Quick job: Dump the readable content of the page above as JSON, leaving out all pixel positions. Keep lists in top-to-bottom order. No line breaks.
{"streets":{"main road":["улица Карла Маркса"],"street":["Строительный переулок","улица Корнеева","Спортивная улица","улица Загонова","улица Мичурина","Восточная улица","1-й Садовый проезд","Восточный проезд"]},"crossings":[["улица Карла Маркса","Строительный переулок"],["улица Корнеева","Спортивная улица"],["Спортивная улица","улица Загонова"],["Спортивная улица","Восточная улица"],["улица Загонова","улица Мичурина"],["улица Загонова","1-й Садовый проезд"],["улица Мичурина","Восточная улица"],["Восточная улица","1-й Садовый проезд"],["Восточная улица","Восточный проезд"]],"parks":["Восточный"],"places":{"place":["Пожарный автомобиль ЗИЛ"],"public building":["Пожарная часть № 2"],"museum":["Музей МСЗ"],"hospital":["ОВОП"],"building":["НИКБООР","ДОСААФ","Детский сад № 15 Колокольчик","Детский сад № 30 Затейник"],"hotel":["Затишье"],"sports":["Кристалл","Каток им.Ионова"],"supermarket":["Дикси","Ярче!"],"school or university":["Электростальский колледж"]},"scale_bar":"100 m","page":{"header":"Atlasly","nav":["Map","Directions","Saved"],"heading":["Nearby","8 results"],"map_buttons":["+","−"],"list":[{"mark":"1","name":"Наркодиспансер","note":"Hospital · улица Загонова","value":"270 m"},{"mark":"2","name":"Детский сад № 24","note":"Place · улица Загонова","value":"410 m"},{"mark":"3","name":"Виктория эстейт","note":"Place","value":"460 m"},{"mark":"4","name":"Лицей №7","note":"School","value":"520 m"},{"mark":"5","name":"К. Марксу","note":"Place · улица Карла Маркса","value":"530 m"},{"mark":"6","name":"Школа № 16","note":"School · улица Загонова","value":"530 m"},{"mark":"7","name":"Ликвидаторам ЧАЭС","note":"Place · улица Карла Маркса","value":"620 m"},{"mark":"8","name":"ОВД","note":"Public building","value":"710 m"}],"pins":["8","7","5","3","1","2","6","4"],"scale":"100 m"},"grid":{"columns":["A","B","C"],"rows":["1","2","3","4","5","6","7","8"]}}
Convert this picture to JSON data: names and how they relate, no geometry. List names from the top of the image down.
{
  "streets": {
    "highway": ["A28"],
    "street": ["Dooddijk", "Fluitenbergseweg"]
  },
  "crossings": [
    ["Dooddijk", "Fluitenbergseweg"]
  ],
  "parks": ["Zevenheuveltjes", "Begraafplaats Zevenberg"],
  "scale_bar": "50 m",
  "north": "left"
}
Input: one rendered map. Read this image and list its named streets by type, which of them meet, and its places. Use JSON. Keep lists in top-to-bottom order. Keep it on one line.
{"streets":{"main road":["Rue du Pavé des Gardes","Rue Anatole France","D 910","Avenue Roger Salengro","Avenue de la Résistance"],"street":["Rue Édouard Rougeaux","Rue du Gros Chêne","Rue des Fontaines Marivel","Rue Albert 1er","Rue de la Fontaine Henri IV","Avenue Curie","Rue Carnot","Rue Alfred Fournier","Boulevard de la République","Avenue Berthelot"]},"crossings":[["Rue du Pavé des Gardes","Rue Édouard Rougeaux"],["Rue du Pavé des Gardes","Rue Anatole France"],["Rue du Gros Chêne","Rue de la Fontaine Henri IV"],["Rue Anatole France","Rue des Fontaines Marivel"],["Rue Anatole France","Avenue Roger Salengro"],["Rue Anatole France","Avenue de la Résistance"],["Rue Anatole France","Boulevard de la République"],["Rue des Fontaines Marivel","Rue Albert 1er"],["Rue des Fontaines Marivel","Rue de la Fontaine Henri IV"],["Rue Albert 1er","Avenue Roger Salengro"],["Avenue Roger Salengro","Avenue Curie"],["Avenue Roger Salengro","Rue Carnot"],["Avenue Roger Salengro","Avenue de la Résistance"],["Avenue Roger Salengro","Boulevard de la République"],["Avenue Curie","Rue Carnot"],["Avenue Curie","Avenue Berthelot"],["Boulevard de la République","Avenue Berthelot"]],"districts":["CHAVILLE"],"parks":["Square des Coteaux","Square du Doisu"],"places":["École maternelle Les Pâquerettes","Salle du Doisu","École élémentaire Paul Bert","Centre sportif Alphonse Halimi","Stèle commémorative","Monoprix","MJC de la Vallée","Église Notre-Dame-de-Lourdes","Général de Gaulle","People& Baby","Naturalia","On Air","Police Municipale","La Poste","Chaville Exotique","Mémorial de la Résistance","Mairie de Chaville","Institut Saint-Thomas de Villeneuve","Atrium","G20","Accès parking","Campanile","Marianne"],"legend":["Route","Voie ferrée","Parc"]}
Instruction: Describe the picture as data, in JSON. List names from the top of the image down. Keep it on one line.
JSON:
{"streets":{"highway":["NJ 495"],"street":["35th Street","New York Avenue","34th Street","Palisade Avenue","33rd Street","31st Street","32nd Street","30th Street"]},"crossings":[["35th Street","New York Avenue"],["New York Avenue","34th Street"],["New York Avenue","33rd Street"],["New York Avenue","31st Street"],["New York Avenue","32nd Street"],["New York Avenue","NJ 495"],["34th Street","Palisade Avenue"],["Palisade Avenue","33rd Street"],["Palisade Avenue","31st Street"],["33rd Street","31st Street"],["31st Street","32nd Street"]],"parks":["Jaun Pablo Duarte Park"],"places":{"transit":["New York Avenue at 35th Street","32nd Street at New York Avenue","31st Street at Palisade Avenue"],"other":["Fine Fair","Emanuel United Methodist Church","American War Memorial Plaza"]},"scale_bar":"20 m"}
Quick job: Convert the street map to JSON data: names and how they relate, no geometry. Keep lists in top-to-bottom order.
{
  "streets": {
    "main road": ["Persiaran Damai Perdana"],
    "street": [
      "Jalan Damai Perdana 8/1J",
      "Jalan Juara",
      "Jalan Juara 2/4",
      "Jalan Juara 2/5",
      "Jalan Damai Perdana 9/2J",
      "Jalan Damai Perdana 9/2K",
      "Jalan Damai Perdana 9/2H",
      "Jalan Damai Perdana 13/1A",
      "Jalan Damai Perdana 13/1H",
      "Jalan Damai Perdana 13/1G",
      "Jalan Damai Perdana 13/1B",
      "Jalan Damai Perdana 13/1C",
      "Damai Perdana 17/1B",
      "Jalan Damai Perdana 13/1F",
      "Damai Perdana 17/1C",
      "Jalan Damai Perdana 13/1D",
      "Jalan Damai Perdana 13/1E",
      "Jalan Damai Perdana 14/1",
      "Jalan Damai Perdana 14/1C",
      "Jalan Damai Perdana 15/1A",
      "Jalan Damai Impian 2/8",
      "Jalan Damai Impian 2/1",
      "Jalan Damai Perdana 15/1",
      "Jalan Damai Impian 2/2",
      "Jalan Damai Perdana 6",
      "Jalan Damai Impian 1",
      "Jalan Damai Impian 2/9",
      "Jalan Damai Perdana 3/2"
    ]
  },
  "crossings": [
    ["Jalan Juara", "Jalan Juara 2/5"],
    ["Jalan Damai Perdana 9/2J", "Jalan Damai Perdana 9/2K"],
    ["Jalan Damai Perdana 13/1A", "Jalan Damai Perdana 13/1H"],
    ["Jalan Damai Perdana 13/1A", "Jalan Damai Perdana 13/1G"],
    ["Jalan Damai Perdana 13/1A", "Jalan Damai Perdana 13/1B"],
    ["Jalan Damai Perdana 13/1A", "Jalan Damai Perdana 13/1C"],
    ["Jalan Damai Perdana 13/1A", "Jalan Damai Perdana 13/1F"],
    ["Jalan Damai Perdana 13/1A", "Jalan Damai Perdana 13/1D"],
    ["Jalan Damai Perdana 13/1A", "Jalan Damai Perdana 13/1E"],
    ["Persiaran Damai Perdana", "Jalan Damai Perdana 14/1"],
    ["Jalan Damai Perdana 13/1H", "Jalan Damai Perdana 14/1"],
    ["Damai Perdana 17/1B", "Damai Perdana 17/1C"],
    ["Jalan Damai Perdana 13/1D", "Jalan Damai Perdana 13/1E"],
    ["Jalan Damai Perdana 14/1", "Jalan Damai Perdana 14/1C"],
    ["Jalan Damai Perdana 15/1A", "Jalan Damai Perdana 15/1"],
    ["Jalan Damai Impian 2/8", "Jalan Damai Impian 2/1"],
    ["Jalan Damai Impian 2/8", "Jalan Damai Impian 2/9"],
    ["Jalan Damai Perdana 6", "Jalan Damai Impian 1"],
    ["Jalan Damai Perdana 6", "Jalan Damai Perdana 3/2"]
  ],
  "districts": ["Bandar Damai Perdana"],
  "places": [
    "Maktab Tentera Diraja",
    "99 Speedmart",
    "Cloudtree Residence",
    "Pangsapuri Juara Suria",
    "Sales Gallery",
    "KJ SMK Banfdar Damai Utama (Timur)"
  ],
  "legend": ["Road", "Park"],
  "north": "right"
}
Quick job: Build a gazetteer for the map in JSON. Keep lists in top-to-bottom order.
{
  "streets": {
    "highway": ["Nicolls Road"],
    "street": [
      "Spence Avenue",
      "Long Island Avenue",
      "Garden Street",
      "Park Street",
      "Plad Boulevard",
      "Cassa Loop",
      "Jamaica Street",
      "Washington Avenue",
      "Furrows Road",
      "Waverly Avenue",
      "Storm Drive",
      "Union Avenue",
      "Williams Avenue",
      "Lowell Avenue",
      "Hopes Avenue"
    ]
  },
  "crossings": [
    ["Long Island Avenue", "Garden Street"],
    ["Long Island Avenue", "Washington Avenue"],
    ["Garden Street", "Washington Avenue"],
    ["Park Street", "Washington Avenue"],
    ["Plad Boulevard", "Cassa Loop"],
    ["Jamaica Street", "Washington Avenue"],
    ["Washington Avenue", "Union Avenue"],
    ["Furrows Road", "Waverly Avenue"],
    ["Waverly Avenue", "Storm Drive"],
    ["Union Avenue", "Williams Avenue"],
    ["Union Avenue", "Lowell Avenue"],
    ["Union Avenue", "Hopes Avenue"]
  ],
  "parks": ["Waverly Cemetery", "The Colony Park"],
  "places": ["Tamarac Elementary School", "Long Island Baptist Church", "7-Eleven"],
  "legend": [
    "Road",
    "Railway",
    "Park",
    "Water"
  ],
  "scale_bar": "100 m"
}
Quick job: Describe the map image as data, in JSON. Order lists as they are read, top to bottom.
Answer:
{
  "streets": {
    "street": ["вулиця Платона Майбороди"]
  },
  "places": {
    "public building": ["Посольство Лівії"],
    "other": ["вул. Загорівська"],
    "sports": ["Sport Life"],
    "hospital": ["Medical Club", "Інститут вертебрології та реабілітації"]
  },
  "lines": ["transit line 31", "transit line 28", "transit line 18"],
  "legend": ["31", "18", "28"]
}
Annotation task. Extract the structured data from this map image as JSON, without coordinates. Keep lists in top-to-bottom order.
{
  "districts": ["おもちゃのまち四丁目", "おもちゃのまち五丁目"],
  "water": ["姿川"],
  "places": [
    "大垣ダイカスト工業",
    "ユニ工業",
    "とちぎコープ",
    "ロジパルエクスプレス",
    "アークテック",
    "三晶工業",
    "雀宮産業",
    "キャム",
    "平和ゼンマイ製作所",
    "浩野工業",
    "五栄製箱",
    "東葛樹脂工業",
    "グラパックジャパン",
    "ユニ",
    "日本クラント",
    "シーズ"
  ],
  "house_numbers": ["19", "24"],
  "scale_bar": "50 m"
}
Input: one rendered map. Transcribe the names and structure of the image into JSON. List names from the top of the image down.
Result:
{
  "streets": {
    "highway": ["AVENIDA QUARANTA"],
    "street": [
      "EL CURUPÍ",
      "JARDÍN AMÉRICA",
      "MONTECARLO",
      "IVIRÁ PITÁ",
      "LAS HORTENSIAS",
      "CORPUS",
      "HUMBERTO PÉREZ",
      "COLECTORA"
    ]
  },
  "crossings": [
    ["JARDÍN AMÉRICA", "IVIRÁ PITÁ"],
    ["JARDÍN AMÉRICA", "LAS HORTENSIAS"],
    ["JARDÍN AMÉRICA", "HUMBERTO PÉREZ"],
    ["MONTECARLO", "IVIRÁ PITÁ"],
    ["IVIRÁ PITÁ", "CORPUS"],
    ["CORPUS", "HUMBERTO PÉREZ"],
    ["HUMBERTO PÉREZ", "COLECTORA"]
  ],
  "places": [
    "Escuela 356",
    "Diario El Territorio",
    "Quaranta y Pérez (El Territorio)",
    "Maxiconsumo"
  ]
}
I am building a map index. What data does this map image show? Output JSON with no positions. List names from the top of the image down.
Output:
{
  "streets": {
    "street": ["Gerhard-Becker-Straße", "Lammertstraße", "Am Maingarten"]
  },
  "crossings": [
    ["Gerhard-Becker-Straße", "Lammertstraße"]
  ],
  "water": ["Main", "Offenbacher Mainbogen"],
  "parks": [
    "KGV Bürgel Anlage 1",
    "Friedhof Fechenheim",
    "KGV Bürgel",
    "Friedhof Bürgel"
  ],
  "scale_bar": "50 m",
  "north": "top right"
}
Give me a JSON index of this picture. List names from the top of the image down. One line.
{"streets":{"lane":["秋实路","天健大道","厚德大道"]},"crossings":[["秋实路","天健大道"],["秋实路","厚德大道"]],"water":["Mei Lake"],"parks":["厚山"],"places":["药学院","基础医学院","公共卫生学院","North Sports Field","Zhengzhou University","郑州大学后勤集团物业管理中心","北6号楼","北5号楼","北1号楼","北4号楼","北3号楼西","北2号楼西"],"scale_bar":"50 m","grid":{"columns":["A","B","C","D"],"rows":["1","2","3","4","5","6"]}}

++++++++++

▶ [REQUIREMENT] Go through the records and pull out each line that includes the word "relate".

▶ [TASK OUTPUT]
Convert this picture to JSON data: names and how they relate, no geometry. List names from the top of the image down.
Quick job: Convert the street map to JSON data: names and how they relate, no geometry. Keep lists in top-to-bottom order.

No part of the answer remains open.